Is torsion a property of a manifold or of a connection?
The torsion is indeed defined from the connection, independently of the manifold and metric. By synedoche, people sometimes refer to the structure composed of the manifold, the differential structure, the metric and the connection, $(M, \mathfrak{A}, g, \nabla)$, as "the manifold", even though those are somewhat independent objects.

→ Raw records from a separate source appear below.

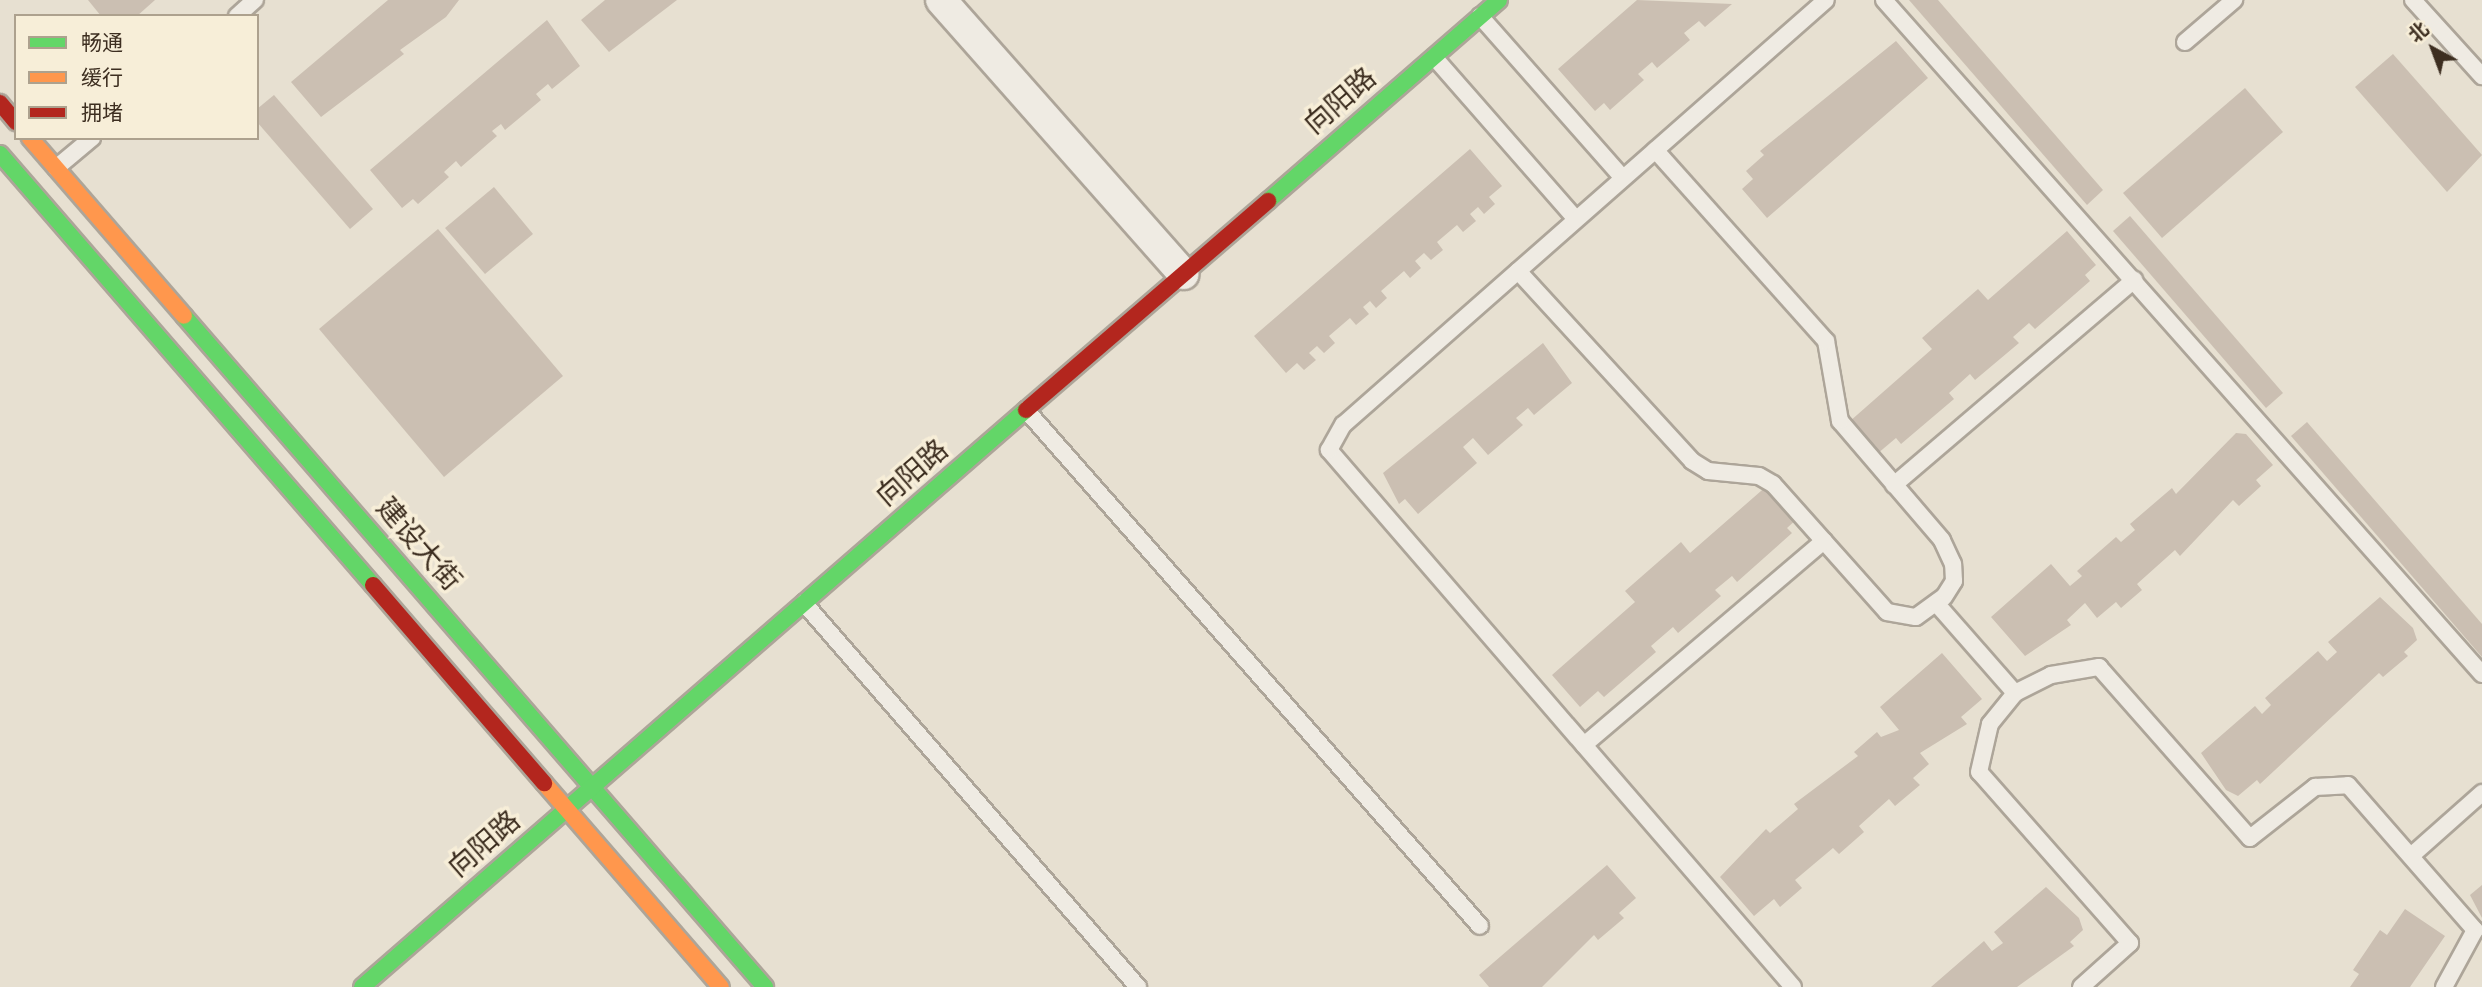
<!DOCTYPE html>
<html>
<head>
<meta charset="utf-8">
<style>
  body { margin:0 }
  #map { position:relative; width:2482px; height:987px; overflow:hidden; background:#e7e0d1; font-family:Spectral,"Noto Sans SC",serif }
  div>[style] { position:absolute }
  .building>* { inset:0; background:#cbbfb2 }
  .roads { filter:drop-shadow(2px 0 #ada599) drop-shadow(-2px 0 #ada599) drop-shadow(0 2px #ada599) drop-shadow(0 -2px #ada599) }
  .lane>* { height:16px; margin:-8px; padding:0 8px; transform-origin:8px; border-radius:8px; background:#efebe3 }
  .street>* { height:30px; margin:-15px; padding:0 15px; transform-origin:15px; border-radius:15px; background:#efebe3 }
  .fast>* { height:16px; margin:-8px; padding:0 8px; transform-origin:8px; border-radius:8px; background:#63d668 }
  .slow>* { height:16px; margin:-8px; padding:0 8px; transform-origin:8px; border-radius:8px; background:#ff974d }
  .jam>* { height:16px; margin:-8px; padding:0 8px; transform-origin:8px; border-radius:8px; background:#b3261e }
  span { translate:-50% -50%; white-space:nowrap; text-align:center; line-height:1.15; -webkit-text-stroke:7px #f7eed8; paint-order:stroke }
  .street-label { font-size:28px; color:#3d2e20 }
  .legend { position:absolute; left:14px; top:14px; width:245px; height:126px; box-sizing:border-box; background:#f7eed8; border:2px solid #ada18e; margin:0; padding:9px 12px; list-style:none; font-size:21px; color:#3d2e20 }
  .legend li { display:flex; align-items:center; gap:14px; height:35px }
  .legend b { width:35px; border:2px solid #ada18e }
  .north { position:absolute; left:2398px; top:14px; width:70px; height:70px; -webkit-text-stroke:5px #f7eed8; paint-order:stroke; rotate:319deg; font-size:19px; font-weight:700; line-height:28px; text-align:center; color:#3d2e20 }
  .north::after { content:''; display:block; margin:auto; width:24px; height:32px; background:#3d2e20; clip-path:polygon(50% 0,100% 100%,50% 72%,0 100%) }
</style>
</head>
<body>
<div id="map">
  <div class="building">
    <i style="clip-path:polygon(88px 0,155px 0,137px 16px,101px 16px)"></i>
    <i style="clip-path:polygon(388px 0,459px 0,446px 17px,400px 50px,404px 54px,321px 117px,291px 82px)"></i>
    <i style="clip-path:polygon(605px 0,677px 0,609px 52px,581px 20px)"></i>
    <i style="clip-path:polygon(1637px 0,1732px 4px,1705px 27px,1699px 21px,1684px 33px,1690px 40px,1657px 68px,1652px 62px,1638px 74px,1644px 80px,1610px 110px,1604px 103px,1595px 111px,1558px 69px)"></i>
    <i style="clip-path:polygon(1909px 0,1938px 0,2103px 190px,2087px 205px)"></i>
    <i style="clip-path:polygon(547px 20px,580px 66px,552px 89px,548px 84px,536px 94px,541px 100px,505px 130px,501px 124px,492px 131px,497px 136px,461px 167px,456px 161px,444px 172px,449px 177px,418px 204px,413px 199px,402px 208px,370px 170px)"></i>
    <i style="clip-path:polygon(1896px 41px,1928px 78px,1767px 218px,1742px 189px,1753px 179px,1746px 171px,1764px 155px,1760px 151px)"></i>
    <i style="clip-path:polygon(2393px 54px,2482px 155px,2447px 192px,2355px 87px)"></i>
    <i style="clip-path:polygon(2245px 88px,2283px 132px,2162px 238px,2123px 193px)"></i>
    <i style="clip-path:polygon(274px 95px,373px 209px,350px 229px,257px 122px,257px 109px)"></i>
    <i style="clip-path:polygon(1470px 149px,1502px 186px,1489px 197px,1495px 204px,1484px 214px,1478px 207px,1470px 214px,1476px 221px,1463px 232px,1457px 225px,1437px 242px,1443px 250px,1431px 260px,1424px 253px,1415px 261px,1421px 268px,1410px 278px,1404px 271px,1381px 291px,1387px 298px,1376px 308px,1370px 301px,1363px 307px,1369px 314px,1356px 325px,1350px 318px,1329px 336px,1335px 343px,1324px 353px,1317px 346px,1309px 353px,1316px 360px,1304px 370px,1297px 363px,1286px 373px,1254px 336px)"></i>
    <i style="clip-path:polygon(494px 187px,533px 234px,485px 274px,445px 228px)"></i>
    <i style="clip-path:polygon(2130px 216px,2283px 393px,2266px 408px,2113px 231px)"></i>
    <i style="clip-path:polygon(438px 229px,563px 376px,444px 477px,319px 329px)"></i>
    <i style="clip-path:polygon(2067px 231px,2096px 265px,2085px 275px,2090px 281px,2035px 329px,2029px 323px,2013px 337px,2019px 343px,1975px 380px,1970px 374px,1949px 393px,1954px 399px,1901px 444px,1896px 438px,1877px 454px,1849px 422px,1932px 349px,1922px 338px,1978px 289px,1988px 300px)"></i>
    <i style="clip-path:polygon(1543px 343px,1572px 383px,1534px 415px,1528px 408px,1516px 418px,1523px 425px,1488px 455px,1473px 438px,1463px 447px,1477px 463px,1418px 514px,1405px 499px,1399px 504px,1383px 473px)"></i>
    <i style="clip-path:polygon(2307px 422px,2482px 624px,2482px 657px,2291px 436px)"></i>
    <i style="clip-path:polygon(2236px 433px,2246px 434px,2273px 465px,2256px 480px,2261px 486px,2239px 506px,2233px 500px,2180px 556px,2175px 550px,2137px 584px,2142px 590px,2121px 608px,2116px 602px,2097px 618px,2085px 603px,2067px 620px,2071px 625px,2025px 656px,1991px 617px,2051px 564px,2070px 586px,2082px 576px,2077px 571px,2116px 537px,2121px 542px,2135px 530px,2130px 524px,2172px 488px,2176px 494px)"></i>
    <i style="clip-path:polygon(1769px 484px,1798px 518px,1787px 528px,1792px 533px,1737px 582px,1732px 576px,1715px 590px,1721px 596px,1678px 633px,1673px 627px,1651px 646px,1656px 652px,1604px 697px,1598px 691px,1580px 707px,1552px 675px,1635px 602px,1625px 591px,1681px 542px,1690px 553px)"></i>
    <i style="clip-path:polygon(2380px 597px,2413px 628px,2417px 640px,2404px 652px,2408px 656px,2383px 677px,2379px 673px,2260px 784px,2257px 780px,2238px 796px,2226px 790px,2201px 753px,2255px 706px,2262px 714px,2271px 705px,2265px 698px,2318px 651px,2327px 661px,2337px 652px,2328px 642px)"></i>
    <i style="clip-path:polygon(1942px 653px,1982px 699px,1961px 717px,1967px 724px,1920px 753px,1929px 764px,1913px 778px,1920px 785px,1895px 806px,1889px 799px,1859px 826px,1864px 832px,1839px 854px,1833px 848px,1795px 880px,1802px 888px,1780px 907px,1774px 899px,1754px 916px,1720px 877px,1766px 829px,1770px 833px,1798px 809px,1794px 804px,1858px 756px,1854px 752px,1877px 732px,1881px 737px,1899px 730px,1880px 707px)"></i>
    <i style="clip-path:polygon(1607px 865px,1636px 898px,1619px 913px,1624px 918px,1598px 940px,1594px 935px,1542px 987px,1489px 987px,1479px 975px)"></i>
    <i style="clip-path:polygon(2482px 885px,2482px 918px,2470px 895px)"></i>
    <i style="clip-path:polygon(2046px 887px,2079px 918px,2083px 930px,2070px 942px,2074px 946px,2017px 987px,1931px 987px,1984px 941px,1992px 951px,2003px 943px,1994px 932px)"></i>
    <i style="clip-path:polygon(2405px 909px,2445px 936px,2410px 987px,2350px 987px,2359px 974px,2353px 970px,2380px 930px,2387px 935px)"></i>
  </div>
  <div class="roads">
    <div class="lane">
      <i style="left:1884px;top:0;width:901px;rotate:48.42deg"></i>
      <i style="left:2413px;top:0;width:103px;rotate:47.8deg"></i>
      <i style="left:237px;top:16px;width:24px;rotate:-42deg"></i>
      <i style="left:1480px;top:16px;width:216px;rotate:48.6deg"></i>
      <i style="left:2185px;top:42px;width:65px;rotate:-40.6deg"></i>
      <i style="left:1434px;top:57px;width:215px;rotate:48.8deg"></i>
      <i style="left:56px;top:168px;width:47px;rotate:-39.8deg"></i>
      <i style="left:1518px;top:271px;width:258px;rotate:47.5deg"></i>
      <i style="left:1692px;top:461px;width:19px;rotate:32deg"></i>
      <i style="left:1708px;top:471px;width:51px;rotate:5.6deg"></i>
      <i style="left:1759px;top:476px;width:16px;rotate:30deg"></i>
      <i style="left:1773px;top:484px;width:171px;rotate:48.3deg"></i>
      <i style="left:1887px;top:612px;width:29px;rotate:10deg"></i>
      <i style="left:1916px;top:617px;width:34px;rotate:-36deg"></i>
      <i style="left:1944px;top:597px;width:19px;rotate:-58deg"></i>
      <i style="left:1954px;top:581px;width:17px;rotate:-93deg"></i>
      <i style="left:1953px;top:564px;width:26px;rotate:-115deg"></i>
      <i style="left:1942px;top:540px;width:157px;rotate:-130.6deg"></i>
      <i style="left:1840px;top:421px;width:81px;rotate:-99.9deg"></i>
      <i style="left:1826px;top:341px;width:256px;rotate:-131.8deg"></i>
      <i style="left:1026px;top:410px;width:687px;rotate:48.66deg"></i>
      <i style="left:1894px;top:485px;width:316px;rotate:-40.5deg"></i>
      <i style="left:804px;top:603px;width:509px;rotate:48.98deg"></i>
      <i style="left:1936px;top:603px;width:120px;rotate:48.7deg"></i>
      <i style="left:1584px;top:745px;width:315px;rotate:-40.4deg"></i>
      <i style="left:2411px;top:856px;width:95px;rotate:-41.6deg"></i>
      <i style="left:1793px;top:987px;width:710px;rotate:-130.83deg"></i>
      <i style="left:1329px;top:450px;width:29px;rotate:-61deg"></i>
      <i style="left:1343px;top:425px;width:643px;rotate:-41.35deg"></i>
      <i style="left:2081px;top:987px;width:66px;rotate:-41.9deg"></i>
      <i style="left:2130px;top:943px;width:228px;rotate:-131.4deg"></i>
      <i style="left:1979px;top:772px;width:49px;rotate:-77.1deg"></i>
      <i style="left:1990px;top:724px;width:40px;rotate:-51deg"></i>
      <i style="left:2015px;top:693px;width:40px;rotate:-26.6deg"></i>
      <i style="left:2051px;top:675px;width:49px;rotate:-9.5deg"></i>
      <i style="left:2099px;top:667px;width:228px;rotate:48.6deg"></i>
      <i style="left:2250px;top:838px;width:83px;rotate:-38.1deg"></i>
      <i style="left:2315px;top:787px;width:33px;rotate:-3deg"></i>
      <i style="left:2348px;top:785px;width:193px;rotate:48.8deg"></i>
      <i style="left:2475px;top:930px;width:65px;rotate:118.5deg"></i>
    </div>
    <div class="street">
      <i style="left:941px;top:0;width:366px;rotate:48.5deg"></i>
    </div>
    <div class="fast">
      <i style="left:0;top:154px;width:570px;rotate:49.13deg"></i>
      <i style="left:1268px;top:201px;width:306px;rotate:-41deg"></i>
      <i style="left:184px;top:316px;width:888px;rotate:49.11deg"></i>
      <i style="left:362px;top:987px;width:880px;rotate:-40.99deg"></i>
    </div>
    <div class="slow">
      <i style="left:30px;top:138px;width:235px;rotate:49.1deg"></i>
      <i style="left:544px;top:783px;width:270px;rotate:49.1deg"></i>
    </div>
    <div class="jam">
      <i style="left:0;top:103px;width:25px;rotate:50deg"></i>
      <i style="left:1026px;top:410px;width:320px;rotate:-40.8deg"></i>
      <i style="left:373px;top:585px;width:262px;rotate:49.2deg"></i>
    </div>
  </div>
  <div class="street-label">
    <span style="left:1341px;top:102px;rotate:-41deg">向阳路</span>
    <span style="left:913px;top:474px;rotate:-41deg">向阳路</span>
    <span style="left:418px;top:545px;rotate:49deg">建设大街</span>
    <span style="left:485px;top:845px;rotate:-41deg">向阳路</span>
  </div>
  <ul class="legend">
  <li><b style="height:9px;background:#63d668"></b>畅通</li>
  <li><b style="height:9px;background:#ff974d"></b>缓行</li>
  <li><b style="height:9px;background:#b3261e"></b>拥堵</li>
  </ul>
  <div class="north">北</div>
</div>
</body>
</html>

Given a reasonable manifold, it is always possible to find a torsionless connection on it, since every (metrizable) manifold admits a metric tensor, and every manifold with a metric admits a Levi-Civita connection. As a general rule, the difference between two connections is
\begin{equation} \nabla_a \omega_b = \tilde{\nabla}_a \omega_b - {C^c}_{ab} \omega_c \end{equation}
If we have a connection with a torsion tensor ${T^c}_{ab}$, we can in particular define $C$ to be the torsion tensor, so that any connection with torsion can give rise to a torsionless connection.
Similarly, if you have a torsion-free connection, and you add a tensor field ${C^c}_{ab}$ that is not symmetric in $a$ and $b$ (you can always do this by picking the zero tensor plus a non-zero antisymmetric tensor in a small neighbourhood), then this will give rise to a connection with torsion.